▶ [Exercise objective]:
Every line of the records below that holds the word "clip" should be copied out.

Exercise materials: Begin

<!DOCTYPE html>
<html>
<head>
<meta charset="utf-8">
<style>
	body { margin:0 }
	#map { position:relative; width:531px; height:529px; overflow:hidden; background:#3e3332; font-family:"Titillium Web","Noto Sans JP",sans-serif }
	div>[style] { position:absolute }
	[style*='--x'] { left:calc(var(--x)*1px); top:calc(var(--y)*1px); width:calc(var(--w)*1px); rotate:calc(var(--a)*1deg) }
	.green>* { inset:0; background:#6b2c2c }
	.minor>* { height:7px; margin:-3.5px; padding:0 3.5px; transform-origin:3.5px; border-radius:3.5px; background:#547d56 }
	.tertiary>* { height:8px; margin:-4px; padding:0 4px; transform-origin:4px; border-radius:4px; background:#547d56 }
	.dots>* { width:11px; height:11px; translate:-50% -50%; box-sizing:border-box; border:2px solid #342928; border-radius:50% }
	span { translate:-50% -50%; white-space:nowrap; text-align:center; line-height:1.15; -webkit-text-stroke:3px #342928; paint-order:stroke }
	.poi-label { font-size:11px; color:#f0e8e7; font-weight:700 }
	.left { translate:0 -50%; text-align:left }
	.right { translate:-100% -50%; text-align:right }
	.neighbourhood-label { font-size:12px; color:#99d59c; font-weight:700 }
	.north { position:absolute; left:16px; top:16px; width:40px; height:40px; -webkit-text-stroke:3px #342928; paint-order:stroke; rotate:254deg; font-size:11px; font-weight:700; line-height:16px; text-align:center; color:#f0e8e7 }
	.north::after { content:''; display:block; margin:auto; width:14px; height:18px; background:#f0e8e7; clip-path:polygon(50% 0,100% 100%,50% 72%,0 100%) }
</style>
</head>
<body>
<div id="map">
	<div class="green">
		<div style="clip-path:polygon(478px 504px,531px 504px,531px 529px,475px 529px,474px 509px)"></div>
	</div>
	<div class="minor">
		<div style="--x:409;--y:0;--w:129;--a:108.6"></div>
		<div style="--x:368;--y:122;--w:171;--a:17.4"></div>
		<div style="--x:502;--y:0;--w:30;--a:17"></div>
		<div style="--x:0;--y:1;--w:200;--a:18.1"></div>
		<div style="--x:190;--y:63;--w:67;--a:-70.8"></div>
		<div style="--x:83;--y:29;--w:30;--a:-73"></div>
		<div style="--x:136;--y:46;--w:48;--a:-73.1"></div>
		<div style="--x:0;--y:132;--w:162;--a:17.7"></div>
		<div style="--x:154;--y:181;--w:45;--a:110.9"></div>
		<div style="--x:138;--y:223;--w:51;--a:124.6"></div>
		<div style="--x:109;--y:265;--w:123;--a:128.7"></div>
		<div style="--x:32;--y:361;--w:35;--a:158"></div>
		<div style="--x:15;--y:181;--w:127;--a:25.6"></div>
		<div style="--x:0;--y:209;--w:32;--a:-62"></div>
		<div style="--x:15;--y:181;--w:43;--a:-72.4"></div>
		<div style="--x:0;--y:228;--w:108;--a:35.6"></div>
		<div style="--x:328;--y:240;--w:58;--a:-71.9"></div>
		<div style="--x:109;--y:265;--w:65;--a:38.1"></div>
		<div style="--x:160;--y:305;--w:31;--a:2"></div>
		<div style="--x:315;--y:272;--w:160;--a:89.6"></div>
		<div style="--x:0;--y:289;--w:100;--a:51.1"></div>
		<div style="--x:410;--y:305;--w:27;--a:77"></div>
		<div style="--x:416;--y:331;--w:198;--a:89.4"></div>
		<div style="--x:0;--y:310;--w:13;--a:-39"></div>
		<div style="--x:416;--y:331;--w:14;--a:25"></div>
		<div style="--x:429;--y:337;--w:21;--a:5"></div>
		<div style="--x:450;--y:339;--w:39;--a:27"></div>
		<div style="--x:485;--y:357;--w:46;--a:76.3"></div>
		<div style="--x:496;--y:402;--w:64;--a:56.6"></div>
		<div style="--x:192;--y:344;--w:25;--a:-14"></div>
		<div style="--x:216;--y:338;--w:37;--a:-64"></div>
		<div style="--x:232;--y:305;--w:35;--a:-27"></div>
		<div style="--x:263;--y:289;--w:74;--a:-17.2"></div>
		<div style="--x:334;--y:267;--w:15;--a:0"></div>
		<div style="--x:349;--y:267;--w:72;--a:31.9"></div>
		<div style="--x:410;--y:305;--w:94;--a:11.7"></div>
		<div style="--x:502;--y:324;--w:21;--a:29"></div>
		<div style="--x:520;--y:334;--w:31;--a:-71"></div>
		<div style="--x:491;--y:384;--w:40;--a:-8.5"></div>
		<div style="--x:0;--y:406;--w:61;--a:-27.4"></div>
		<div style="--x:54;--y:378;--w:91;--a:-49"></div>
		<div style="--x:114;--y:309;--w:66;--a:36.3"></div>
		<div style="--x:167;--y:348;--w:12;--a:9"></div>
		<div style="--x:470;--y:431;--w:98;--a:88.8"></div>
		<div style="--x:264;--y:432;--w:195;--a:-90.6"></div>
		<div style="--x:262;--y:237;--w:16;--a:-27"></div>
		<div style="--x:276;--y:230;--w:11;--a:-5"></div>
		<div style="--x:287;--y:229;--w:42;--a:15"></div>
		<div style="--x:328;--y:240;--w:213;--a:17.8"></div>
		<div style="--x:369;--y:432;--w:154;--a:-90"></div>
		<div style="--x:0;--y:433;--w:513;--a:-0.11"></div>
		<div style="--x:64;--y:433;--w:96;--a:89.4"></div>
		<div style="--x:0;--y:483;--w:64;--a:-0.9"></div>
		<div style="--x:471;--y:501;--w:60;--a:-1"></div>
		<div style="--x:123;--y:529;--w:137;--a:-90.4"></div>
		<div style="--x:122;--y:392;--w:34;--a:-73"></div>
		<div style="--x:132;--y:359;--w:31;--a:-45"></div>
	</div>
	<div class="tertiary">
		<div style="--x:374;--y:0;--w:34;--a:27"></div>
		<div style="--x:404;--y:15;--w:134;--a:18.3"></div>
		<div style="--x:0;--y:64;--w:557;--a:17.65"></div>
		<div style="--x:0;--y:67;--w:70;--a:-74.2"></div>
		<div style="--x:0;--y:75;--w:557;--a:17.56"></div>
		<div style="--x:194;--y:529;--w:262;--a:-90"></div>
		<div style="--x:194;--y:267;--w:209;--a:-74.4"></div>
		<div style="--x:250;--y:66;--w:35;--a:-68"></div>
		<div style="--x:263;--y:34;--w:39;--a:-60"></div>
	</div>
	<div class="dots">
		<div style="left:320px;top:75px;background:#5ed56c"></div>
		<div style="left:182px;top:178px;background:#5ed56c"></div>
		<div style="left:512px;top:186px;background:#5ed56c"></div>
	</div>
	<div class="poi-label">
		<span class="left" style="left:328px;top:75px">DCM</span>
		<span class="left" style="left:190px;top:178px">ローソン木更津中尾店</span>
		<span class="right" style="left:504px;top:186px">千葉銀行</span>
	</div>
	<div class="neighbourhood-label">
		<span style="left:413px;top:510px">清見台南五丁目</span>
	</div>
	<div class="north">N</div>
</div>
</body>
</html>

Exercise materials: End

▶ [Exercise result]:
	.north::after { content:''; display:block; margin:auto; width:14px; height:18px; background:#f0e8e7; clip-path:polygon(50% 0,100% 100%,50% 72%,0 100%) }
		<div style="clip-path:polygon(478px 504px,531px 504px,531px 529px,475px 529px,474px 509px)"></div>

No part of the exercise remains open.